TASK PROMPT:
Below are the records. Transcribe them exactly.

:: EXCERPTED DATA ::

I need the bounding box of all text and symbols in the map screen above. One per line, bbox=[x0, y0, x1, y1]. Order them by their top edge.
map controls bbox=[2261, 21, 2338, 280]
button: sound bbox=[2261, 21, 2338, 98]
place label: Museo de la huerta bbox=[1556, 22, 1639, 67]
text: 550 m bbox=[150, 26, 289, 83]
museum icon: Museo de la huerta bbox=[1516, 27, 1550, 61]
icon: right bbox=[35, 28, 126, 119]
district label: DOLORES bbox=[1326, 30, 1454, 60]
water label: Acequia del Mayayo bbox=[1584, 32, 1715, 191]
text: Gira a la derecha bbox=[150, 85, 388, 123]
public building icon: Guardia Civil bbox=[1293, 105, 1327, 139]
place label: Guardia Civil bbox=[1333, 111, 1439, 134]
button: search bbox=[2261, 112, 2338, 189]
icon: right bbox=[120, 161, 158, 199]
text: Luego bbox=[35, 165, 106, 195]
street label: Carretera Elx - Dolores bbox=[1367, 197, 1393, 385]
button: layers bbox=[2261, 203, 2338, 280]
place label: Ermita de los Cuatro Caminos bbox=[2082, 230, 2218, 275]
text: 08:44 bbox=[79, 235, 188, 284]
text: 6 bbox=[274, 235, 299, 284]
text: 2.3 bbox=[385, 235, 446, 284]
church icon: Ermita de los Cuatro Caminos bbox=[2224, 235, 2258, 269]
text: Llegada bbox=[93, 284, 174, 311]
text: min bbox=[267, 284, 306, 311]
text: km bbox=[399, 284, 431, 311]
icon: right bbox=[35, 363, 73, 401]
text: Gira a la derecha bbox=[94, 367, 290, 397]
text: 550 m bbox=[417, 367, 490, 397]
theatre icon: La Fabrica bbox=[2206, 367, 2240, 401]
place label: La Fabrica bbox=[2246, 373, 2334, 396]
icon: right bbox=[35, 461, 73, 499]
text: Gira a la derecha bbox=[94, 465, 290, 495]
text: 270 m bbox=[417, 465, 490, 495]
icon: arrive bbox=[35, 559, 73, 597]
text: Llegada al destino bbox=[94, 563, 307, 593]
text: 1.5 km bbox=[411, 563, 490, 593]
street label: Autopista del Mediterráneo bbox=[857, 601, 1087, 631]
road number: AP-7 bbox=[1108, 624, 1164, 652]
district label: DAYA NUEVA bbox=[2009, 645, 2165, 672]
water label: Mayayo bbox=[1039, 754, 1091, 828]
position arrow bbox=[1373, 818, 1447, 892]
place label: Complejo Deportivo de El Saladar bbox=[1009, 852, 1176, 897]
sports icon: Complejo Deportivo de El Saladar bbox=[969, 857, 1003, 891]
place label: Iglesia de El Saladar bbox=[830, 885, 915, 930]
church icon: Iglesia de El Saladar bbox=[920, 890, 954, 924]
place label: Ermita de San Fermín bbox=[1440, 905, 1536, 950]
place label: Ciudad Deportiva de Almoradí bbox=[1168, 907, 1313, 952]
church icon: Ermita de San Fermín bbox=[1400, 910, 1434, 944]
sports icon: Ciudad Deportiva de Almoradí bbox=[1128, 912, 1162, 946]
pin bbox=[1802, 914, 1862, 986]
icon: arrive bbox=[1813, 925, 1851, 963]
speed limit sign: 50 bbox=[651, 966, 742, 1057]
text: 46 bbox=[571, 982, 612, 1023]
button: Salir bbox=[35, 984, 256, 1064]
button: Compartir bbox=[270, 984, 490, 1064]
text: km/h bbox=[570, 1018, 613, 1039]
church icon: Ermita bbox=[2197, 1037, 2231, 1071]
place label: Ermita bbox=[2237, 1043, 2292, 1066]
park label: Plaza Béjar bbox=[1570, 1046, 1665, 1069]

:::

RESPONSE TO THE TASK:
I need the bounding box of all text and symbols in the map screen above. One per line, bbox=[x0, y0, x1, y1]. Order them by their top edge.
map controls bbox=[2261, 21, 2338, 280]
button: sound bbox=[2261, 21, 2338, 98]
place label: Museo de la huerta bbox=[1556, 22, 1639, 67]
text: 550 m bbox=[150, 26, 289, 83]
museum icon: Museo de la huerta bbox=[1516, 27, 1550, 61]
icon: right bbox=[35, 28, 126, 119]
district label: DOLORES bbox=[1326, 30, 1454, 60]
water label: Acequia del Mayayo bbox=[1584, 32, 1715, 191]
text: Gira a la derecha bbox=[150, 85, 388, 123]
public building icon: Guardia Civil bbox=[1293, 105, 1327, 139]
place label: Guardia Civil bbox=[1333, 111, 1439, 134]
button: search bbox=[2261, 112, 2338, 189]
icon: right bbox=[120, 161, 158, 199]
text: Luego bbox=[35, 165, 106, 195]
street label: Carretera Elx - Dolores bbox=[1367, 197, 1393, 385]
button: layers bbox=[2261, 203, 2338, 280]
place label: Ermita de los Cuatro Caminos bbox=[2082, 230, 2218, 275]
text: 08:44 bbox=[79, 235, 188, 284]
text: 6 bbox=[274, 235, 299, 284]
text: 2.3 bbox=[385, 235, 446, 284]
church icon: Ermita de los Cuatro Caminos bbox=[2224, 235, 2258, 269]
text: Llegada bbox=[93, 284, 174, 311]
text: min bbox=[267, 284, 306, 311]
text: km bbox=[399, 284, 431, 311]
icon: right bbox=[35, 363, 73, 401]
text: Gira a la derecha bbox=[94, 367, 290, 397]
text: 550 m bbox=[417, 367, 490, 397]
theatre icon: La Fabrica bbox=[2206, 367, 2240, 401]
place label: La Fabrica bbox=[2246, 373, 2334, 396]
icon: right bbox=[35, 461, 73, 499]
text: Gira a la derecha bbox=[94, 465, 290, 495]
text: 270 m bbox=[417, 465, 490, 495]
icon: arrive bbox=[35, 559, 73, 597]
text: Llegada al destino bbox=[94, 563, 307, 593]
text: 1.5 km bbox=[411, 563, 490, 593]
street label: Autopista del Mediterráneo bbox=[857, 601, 1087, 631]
road number: AP-7 bbox=[1108, 624, 1164, 652]
district label: DAYA NUEVA bbox=[2009, 645, 2165, 672]
water label: Mayayo bbox=[1039, 754, 1091, 828]
position arrow bbox=[1373, 818, 1447, 892]
place label: Complejo Deportivo de El Saladar bbox=[1009, 852, 1176, 897]
sports icon: Complejo Deportivo de El Saladar bbox=[969, 857, 1003, 891]
place label: Iglesia de El Saladar bbox=[830, 885, 915, 930]
church icon: Iglesia de El Saladar bbox=[920, 890, 954, 924]
place label: Ermita de San Fermín bbox=[1440, 905, 1536, 950]
place label: Ciudad Deportiva de Almoradí bbox=[1168, 907, 1313, 952]
church icon: Ermita de San Fermín bbox=[1400, 910, 1434, 944]
sports icon: Ciudad Deportiva de Almoradí bbox=[1128, 912, 1162, 946]
pin bbox=[1802, 914, 1862, 986]
icon: arrive bbox=[1813, 925, 1851, 963]
speed limit sign: 50 bbox=[651, 966, 742, 1057]
text: 46 bbox=[571, 982, 612, 1023]
button: Salir bbox=[35, 984, 256, 1064]
button: Compartir bbox=[270, 984, 490, 1064]
text: km/h bbox=[570, 1018, 613, 1039]
church icon: Ermita bbox=[2197, 1037, 2231, 1071]
place label: Ermita bbox=[2237, 1043, 2292, 1066]
park label: Plaza Béjar bbox=[1570, 1046, 1665, 1069]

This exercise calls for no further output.